Personnel, Carriers, Jet Fighters Suffer Under Any Form Of Sequester, Experts Agree

(NATIONAL DEFENSE 30 MAY 13) … Dan Parsons

Under any form of sequestration, the Defense Department will be unable to balance its books without downsizing the Navy’s carrier fleet and slashing the size of its civilian workforce, experts agree.

Four teams of analysts from leading national-security think tanks came to that conclusion following a recent exercise to plan for between $260 billion and half-trillion dollars in defense spending over the next decade.

Analysts from the Center for Strategic and Budgetary Assessments joined forces with colleagues from the American Enterprise Institute, the Center for Strategic and International Studies and the Center for a New American Security to study two distinct budgetary possibilities.
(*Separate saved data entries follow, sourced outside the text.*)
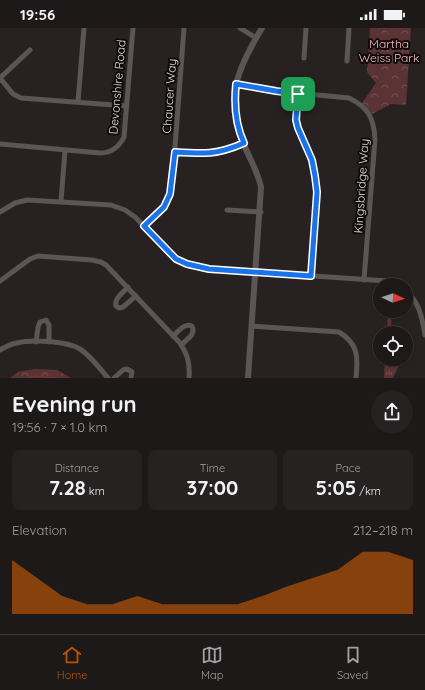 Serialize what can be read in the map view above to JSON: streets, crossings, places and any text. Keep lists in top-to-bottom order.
{
  "streets": {
    "street": ["Devonshire Road", "Chaucer Way", "Kingsbridge Way"]
  },
  "parks": ["Martha Weiss Park"],
  "north": "right",
  "page": {
    "status": "19:56",
    "heading": ["Evening run", "19:56 · 7 × 1.0 km"],
    "stats": [
      ["Distance", "7.28 km"],
      ["Time", "37:00"],
      ["Pace", "5:05 /km"]
    ],
    "chart": ["Elevation", "212–218 m"],
    "tabs": ["Home", "Map", "Saved"]
  }
} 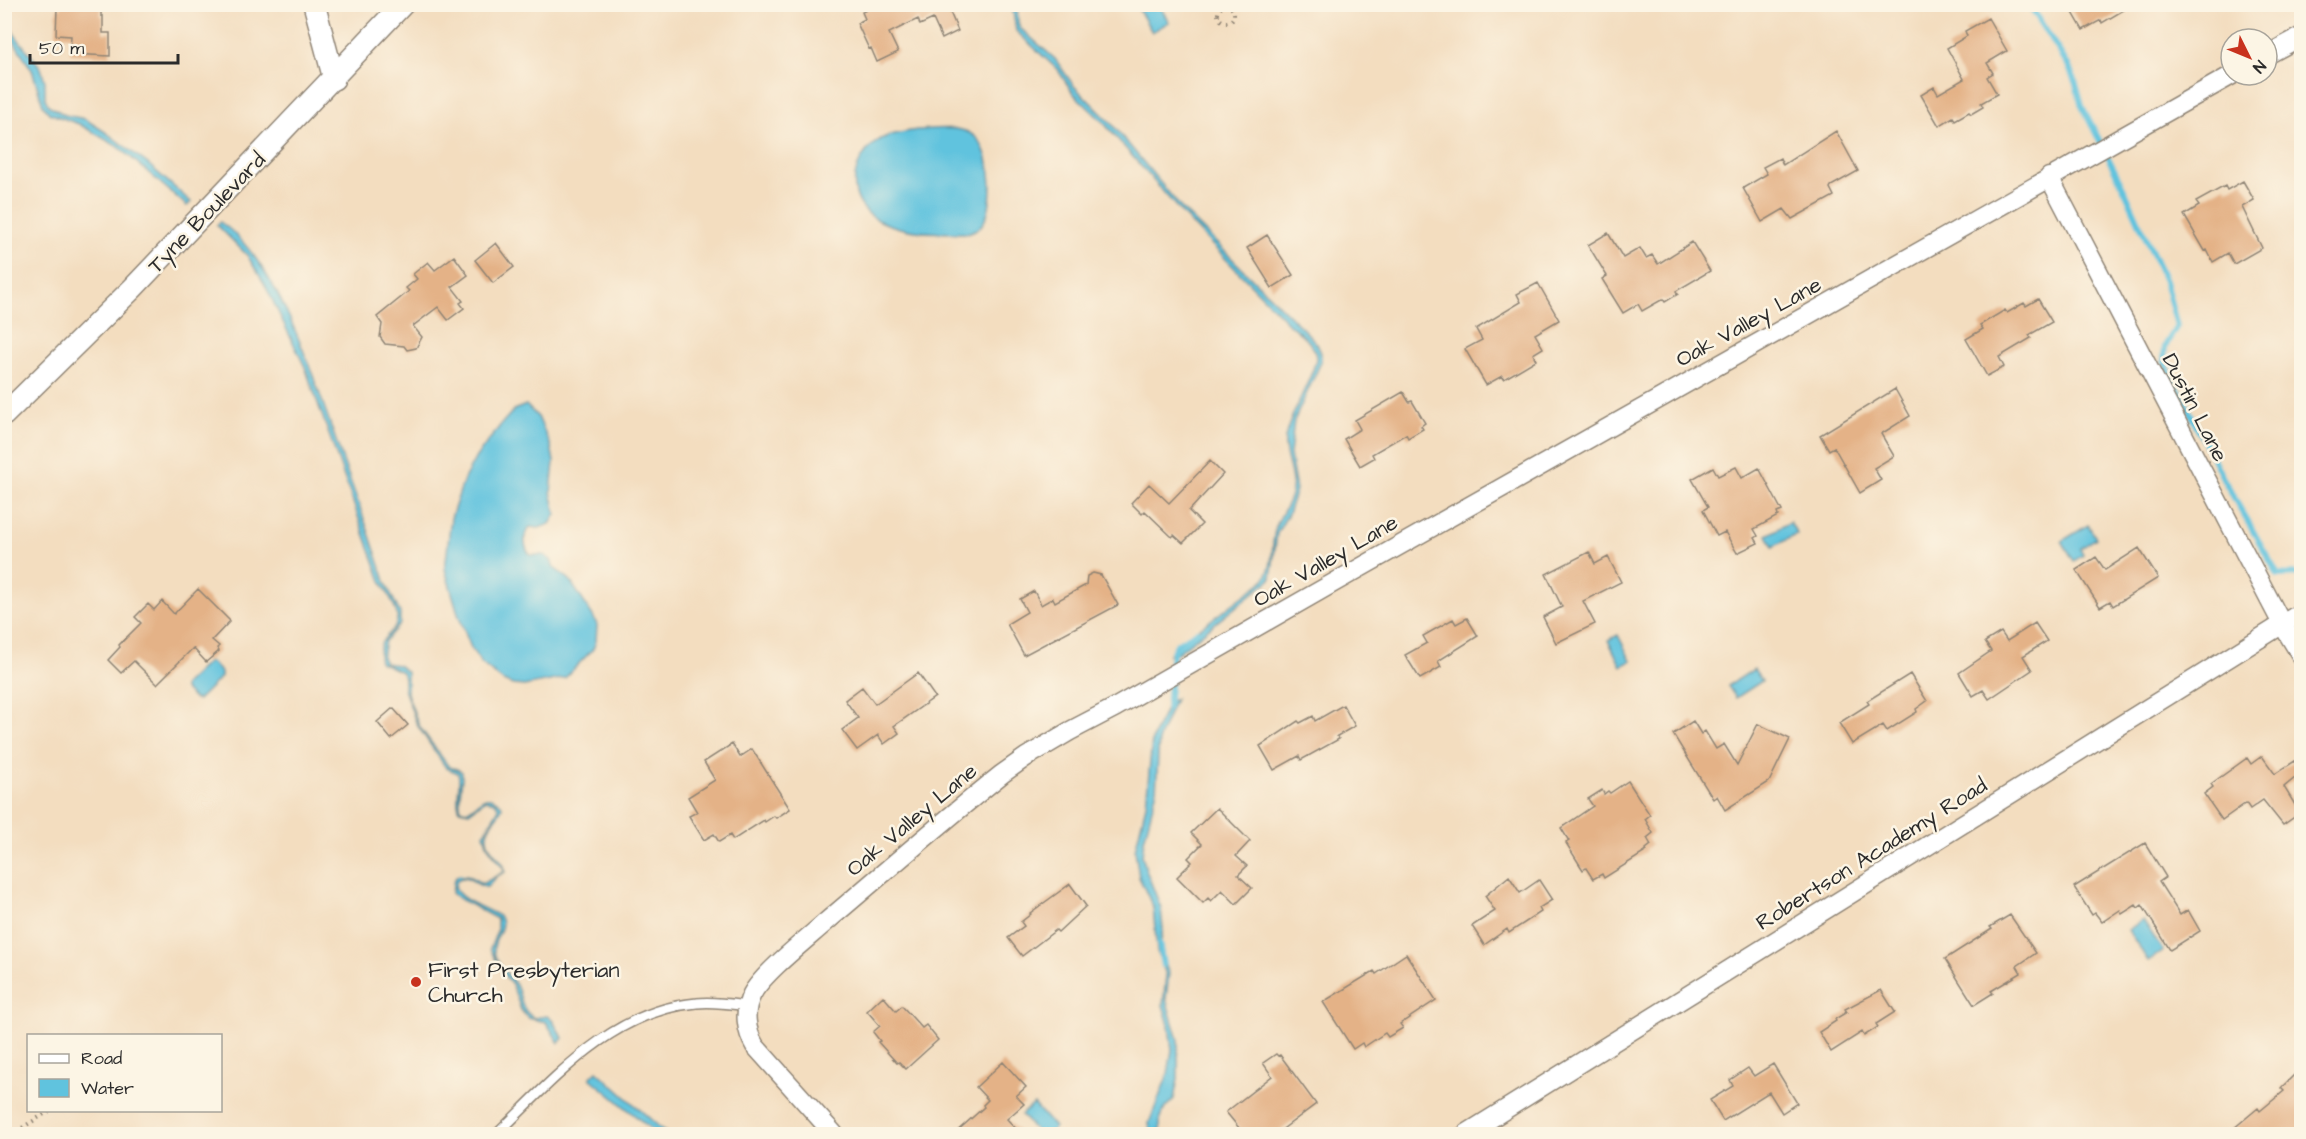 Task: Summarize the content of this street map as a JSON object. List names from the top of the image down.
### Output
{
  "streets": {
    "street": [
      "Tyne Boulevard",
      "Oak Valley Lane",
      "Dustin Lane",
      "Robertson Academy Road"
    ]
  },
  "crossings": [
    ["Oak Valley Lane", "Dustin Lane"],
    ["Dustin Lane", "Robertson Academy Road"]
  ],
  "places": ["First Presbyterian Church"],
  "legend": ["Road", "Water"],
  "scale_bar": "50 m",
  "north": "bottom right"
}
The think-tank exercise tackled two options — $500 billion sequestration cuts mandated under the 2012 Budget Control Act and another scenario in which half that amount was cut.

The suggestions for balancing modernization with dwindling budgets ranged from cautious optimism to near-defeatism, though most agreed that even under sequestration a solution could be found either in spending reduction or the alteration of the national security strategy.

All four teams based their hypothetical spending plans on the Obama administration’s 2012 Defense Strategic Guidance, which focuses on the Pacific while maintaining a presence in the Middle East and avoids protracted wars. Military leaders have repeatedly warned that sequestration-level cuts would sink that plan.

Taking the most pessimistic view, AEI’s Thomas Donnelly said the global U.S. defense posture is at risk even under current spending levels.

“All I can offer you are roads to failure, roads to defeat,” he said. “The current program does not maintain a two-theater force.”

Bob Work, former undersecretary of the Navy and now chief executive officer for CNAS, led his team to a more optimistic view. He called the next five years a “period of agile opportunity.”

“We are willing to take near-term risk for long-term payoffs,” Work said.

The exercise was timed to coincide with a similar internal Defense Department analysis of its options should sequestration take place. Defense Secretary Chuck Hagel is set to release the Pentagon’s strategic choices and management review May 31. It will lay out options for defense spending under three possible funding scenarios.

The first option assumes $100 billion in cuts spread over the next decade. This option reflects the Obama administration’s fiscal year 2014 budget request and assumes that sequestration will be corrected or canceled. A second scenario would reduce defense spending by $300 billion over 10 years — about half of what sequestration would cut from the Defense Department’s top line. This scenario also would require some alteration of the 2012 Budget Control Act that triggered sequestration.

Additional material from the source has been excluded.